Acesso ao conhecimento em código de direitos humanos
by Digital Rights LAC on dezembro 19, 2014
O acesso ao conhecimento foi o tema da apresentação da Fundação Karisma na audiência temática feita perante a Comissão Interamericana de Direitos Humanos (CIDH) sobre o impacto da Internet na defesa e o exercício dos direitos humanos*
A audiência foi realizada em Washington, durante o 153º Período de Sessões, em 28 de outubro de 2014.
Por Carolina Botero**
O acesso ao conhecimento como um direito humano intimamente ligado à liberdade de expressão é um assunto complexo e amplo. Contudo, o foco da apresentação ficou em torno da tensão, acentuada com a massificação da Internet, entre o sistema legal do direito autoral e o direito das sociedades latino-americanas a acessar o conhecimento e à informação para garantir seu desenvolvimento social.

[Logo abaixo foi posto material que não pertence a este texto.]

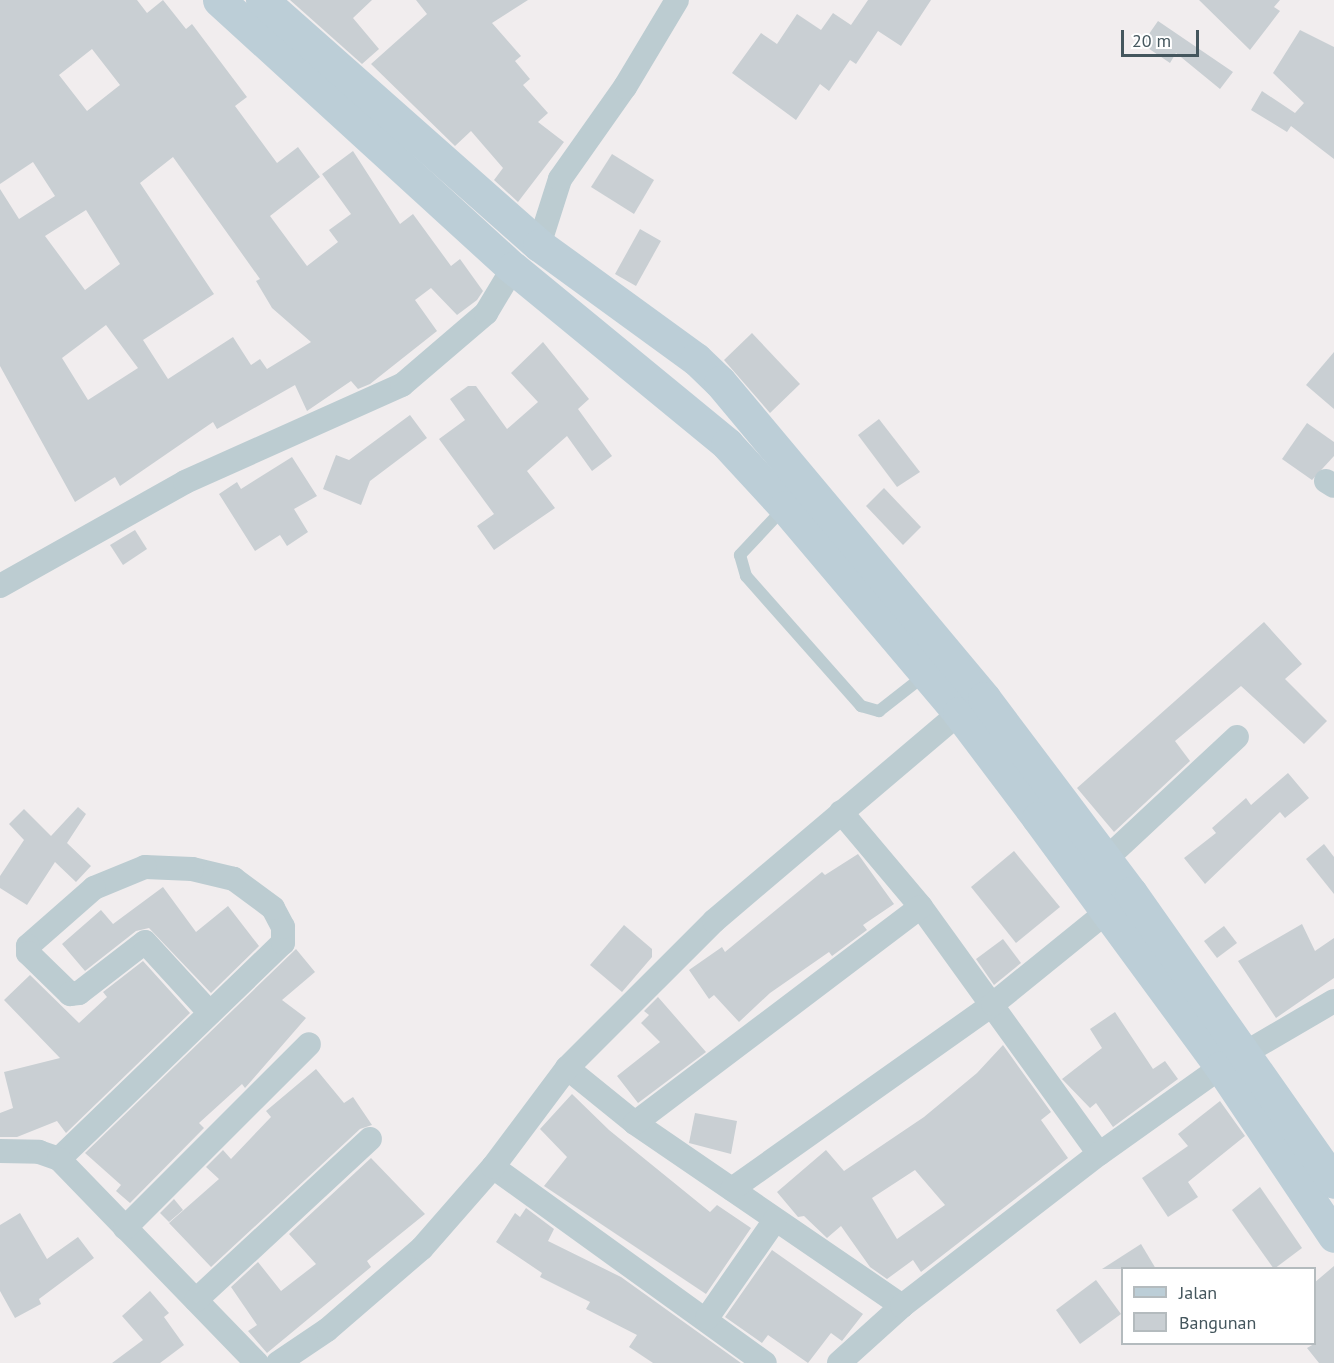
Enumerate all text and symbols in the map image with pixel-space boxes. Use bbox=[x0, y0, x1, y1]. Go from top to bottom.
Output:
scale bar bbox=[1124, 18, 1202, 56]
text: 20 m bbox=[1132, 29, 1171, 52]
legend bbox=[1121, 1267, 1316, 1345]
text: Jalan bbox=[1179, 1281, 1217, 1304]
text: Bangunan bbox=[1179, 1311, 1256, 1334]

Esta tensão tem sua explicação nas potencialidades que as Tecnologias da Informação e as Comunicações (TIC) oferecem para o acesso, especialmente a Internet. As TIC diminuem os custos de criação, produção e distribuição de conteúdos e oferecem uma infraestrutura descentralizada, onde todos interagimos com esses conteúdos. Esta capacidade que, sem dúvida, é positiva, também tem sido vista como uma ameaça ao modelo legal de circulação oferecida pela lei de direitos autorais para os conteúdos.
Sob a ótica dos direitos humanos, esta tensão se manifesta em, pelo menos, 3 assuntos:
1. Pressões para que os Estados implementem legislações de proteção aos direitos autorais altamente desproporcionadas
Isto ocorre com os Tratados de Livre Comércio quando buscam transladar normas para o contexto local, que inclusive têm sido altamente questionadas em seus países de origem.

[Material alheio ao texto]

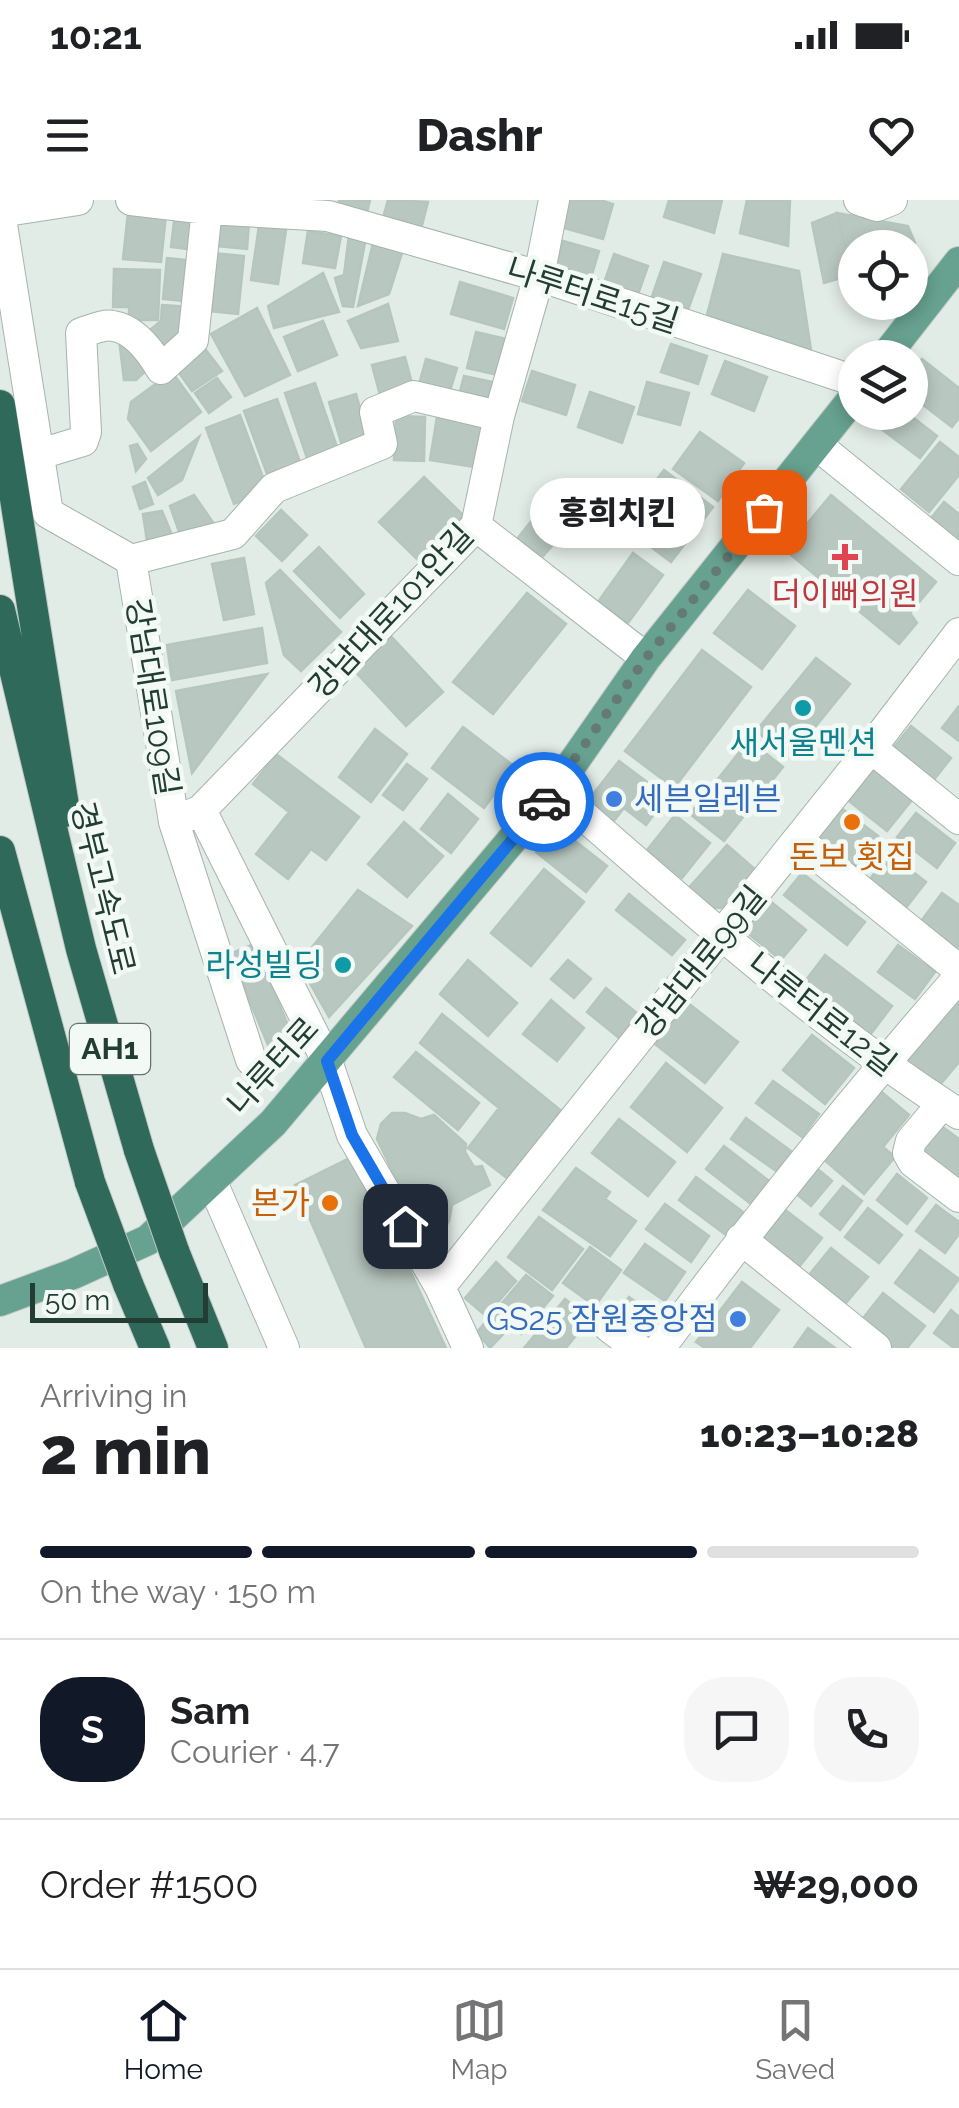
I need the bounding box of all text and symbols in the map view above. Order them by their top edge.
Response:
text: 10:21 [50,13,142,58]
icon: menu [40,108,95,163]
icon: heart [864,108,919,163]
text: Dashr [416,109,543,162]
map controls [838,230,928,430]
button: locate [838,230,928,320]
street label: 나루터로15길 [503,249,684,340]
button: layers [838,340,928,430]
pin [722,470,807,555]
callout: 홍희치킨 [529,477,704,547]
icon: bag [737,485,792,540]
text: 홍희치킨 [559,494,676,531]
street label: 강남대로101안길 [301,516,480,705]
marker: 더이뻐의원 [832,544,858,570]
place label: 더이뻐의원 [771,575,919,612]
street label: 강남대로109길 [120,596,187,798]
marker: 새서울멘션 [792,697,814,719]
place label: 새서울멘션 [729,724,877,761]
courier [494,752,594,852]
icon: car [517,775,572,830]
place label: 세븐일레븐 [634,780,781,817]
marker: 세븐일레븐 [603,788,625,810]
street label: 경부고속도로 [64,798,143,978]
marker: 돈보 횟집 [841,811,863,833]
place label: 돈보 횟집 [789,838,915,875]
street label: 강남대로99길 [628,878,773,1045]
street label: 나루터로12길 [741,944,904,1083]
place label: 라성빌딩 [205,946,323,983]
marker: 라성빌딩 [332,954,354,976]
street label: 나루터로 [219,1010,326,1122]
road number: AH1 [70,1024,150,1074]
place label: 본가 [251,1184,310,1221]
pin [363,1184,448,1269]
marker: 본가 [319,1192,341,1214]
icon: home [378,1199,433,1254]
scale bar [30,1278,208,1322]
text: 50 m [45,1284,110,1317]
place label: GS25 잠원중앙점 [486,1300,718,1337]
marker: GS25 잠원중앙점 [727,1308,749,1330]
text: Arriving in [40,1377,187,1414]
text: 10:23–10:28 [700,1411,919,1456]
text: 2 min [40,1413,211,1489]
text: On the way · 150 m [40,1573,316,1610]
button: chat [684,1677,789,1782]
button: phone [814,1677,919,1782]
text: Sam [170,1688,250,1733]
text: S [81,1707,104,1752]
text: Courier · 4.7 [170,1733,340,1770]
text: Order #1500 [40,1862,259,1907]
text: ₩29,000 [753,1862,919,1907]
tab: Home [124,1993,203,2086]
tab: Map [451,1993,508,2086]
tab: Saved [755,1993,835,2086]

É o caso da “Saga da Lei Lleras” na Colômbia. Pela Lei Lleras conheceu-se uma série de propostas legislativas, que desde 2011 tiveram como motivação, o TLC com EUA. Seu denominador comum é a pressão que o país do norte exerce sobre o governo colombiano para o cumprimento dos compromissos adquiridos no Tratado. A primeira proposta, apresentada em 2011, buscava impor um mecanismo de exoneração de responsabilidade para os intermediários da Internet, conhecido nos EUA como “notice and takedown” (“notificação e retirada”, um mecanismo que os usuários do YouTube conhecem bem, pois serve para bloquear vídeos a pedido dos titulares). O sistema em questão consiste em um processo extrajudicial de bloqueio de conteúdos que deixa nas mãos dos intermediários privados, a decisão sobre o que deve estar ou não na Internet. Processos similares foram discutidos no México, Argentina e Peru, mas somente aceito no Chile com um modelo judicial com garantia.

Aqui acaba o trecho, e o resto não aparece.